The MIDI Sprout is advertised as an instrument to listen to your houseplants, but I don’t think my singular Cristmas cactus will cut it. I’m sure it’s just because you need a pluggable power source, but a portable version can probably be developed with enough solid state storage capacity to cache recorded responses until you can get back to the studio and remix everything. Then you can listen to gardens, natural environments, GMO cornfields or whatever you want. Move over Sound Garden, here comes Garden Sound. Interestingly, there are already quite a few musical recordings close to the genre if you search iTunes for ‘photosynthesis.’ They Might Be Giants has a catchy song about photosynthesis on their ‘Here Comes Science’ album. There’s also a group called Carbon Based Life Forms experimenting in the new age genre with plant-related themes. There’s even a group called ‘Plants’ on the new age label Strange Attractors in the same spirit. However, these are all humans as far as I can tell- autotroph imposters or interpreters- and not actual plants.

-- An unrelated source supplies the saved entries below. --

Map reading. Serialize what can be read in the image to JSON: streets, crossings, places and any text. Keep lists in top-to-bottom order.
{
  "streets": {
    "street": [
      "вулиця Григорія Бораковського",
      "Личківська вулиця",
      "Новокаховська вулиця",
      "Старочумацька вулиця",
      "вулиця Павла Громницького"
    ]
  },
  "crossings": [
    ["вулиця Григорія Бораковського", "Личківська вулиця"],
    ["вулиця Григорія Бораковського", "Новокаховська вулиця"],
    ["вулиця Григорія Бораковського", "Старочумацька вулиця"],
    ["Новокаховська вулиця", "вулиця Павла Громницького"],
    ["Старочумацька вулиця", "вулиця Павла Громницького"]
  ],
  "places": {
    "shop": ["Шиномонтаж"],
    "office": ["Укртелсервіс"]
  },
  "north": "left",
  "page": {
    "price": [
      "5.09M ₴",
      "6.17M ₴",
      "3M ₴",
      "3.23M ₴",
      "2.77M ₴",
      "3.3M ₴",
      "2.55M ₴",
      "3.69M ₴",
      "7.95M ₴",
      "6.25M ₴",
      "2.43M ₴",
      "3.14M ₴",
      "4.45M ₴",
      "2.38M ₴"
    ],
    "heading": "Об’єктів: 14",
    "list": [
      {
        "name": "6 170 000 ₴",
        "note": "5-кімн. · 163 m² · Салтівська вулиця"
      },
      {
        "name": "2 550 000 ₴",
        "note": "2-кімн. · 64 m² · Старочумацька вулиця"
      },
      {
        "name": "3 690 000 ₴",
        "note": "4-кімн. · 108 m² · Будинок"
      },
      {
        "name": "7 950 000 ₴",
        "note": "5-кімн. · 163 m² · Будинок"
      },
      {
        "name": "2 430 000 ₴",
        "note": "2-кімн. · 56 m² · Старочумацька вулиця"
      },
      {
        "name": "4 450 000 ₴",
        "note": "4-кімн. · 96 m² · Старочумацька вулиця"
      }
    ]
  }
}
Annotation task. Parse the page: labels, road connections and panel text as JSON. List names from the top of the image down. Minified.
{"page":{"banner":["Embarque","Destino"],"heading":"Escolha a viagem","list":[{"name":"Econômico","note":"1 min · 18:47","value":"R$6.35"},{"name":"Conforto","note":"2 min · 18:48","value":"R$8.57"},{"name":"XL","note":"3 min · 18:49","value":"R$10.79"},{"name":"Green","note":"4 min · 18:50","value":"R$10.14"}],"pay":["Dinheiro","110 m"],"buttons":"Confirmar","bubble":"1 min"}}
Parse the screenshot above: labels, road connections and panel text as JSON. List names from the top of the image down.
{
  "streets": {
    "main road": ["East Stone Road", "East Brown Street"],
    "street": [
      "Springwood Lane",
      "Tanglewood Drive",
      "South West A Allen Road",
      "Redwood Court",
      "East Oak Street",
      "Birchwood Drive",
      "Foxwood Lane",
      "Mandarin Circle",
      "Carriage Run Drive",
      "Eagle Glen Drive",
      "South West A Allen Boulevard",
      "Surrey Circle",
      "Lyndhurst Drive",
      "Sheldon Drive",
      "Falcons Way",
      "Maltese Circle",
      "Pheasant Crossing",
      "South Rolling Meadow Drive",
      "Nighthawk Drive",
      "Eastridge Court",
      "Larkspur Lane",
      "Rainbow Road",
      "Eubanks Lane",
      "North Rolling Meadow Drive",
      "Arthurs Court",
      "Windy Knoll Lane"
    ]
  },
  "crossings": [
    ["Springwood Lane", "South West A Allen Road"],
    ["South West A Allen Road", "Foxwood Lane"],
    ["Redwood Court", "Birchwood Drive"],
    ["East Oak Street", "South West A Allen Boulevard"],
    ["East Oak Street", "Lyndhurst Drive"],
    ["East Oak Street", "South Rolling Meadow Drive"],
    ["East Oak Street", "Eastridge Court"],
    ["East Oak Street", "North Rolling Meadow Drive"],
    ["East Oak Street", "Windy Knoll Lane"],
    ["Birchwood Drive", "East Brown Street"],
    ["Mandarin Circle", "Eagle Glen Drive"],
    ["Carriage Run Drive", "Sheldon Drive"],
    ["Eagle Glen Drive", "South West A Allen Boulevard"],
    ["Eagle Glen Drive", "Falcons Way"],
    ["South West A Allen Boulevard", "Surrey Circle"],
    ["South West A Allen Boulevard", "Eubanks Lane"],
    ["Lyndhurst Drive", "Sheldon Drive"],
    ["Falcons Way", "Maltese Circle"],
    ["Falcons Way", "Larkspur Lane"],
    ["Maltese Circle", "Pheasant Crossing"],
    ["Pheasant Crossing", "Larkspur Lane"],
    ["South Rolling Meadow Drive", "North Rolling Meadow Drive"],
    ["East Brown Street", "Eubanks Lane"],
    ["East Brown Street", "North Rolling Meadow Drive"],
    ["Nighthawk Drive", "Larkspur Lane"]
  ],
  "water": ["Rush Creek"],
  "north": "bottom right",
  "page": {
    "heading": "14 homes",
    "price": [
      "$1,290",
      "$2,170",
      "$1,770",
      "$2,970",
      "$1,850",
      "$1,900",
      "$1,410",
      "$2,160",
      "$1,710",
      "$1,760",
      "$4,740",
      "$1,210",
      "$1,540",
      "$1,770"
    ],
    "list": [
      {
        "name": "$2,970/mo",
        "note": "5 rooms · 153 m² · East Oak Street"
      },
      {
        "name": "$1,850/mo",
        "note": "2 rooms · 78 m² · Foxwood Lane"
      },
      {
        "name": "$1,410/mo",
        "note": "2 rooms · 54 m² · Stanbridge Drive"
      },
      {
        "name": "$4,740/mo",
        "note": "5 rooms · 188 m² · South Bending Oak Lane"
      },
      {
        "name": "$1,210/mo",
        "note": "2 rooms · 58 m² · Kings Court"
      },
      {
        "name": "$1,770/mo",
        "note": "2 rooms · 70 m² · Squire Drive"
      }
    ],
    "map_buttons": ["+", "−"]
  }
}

Plant-based music could introduce entire new genres and bands. What could they be called? Well ‘photosynthesizers’ is a little obvious and hack and I use it for something else. Phonosynthesis is already taken (recommend the album BTW). I’m copyrighting the term ‘autotrophony’ today as this new music genre. I’m sure it will stick if I hashtag it up on the interwebz. Regardless just think of the possibilities… Chard in G minor, Cacti concerto, Solanum sonata, tulip tunes, floral phonics. Autotrophic American Idol. Move over Beyoncé, here comes Botanée. Producers could create the perfect plant boy band equivalent with different potted species with no chance of a break-up. Can’t storm off stage if you’re immobile! If you hated Monsanto as an agribusiness empire, just wait until they break into the music industry. They will surely negotiate for royalties on music made by plants their seeds produced.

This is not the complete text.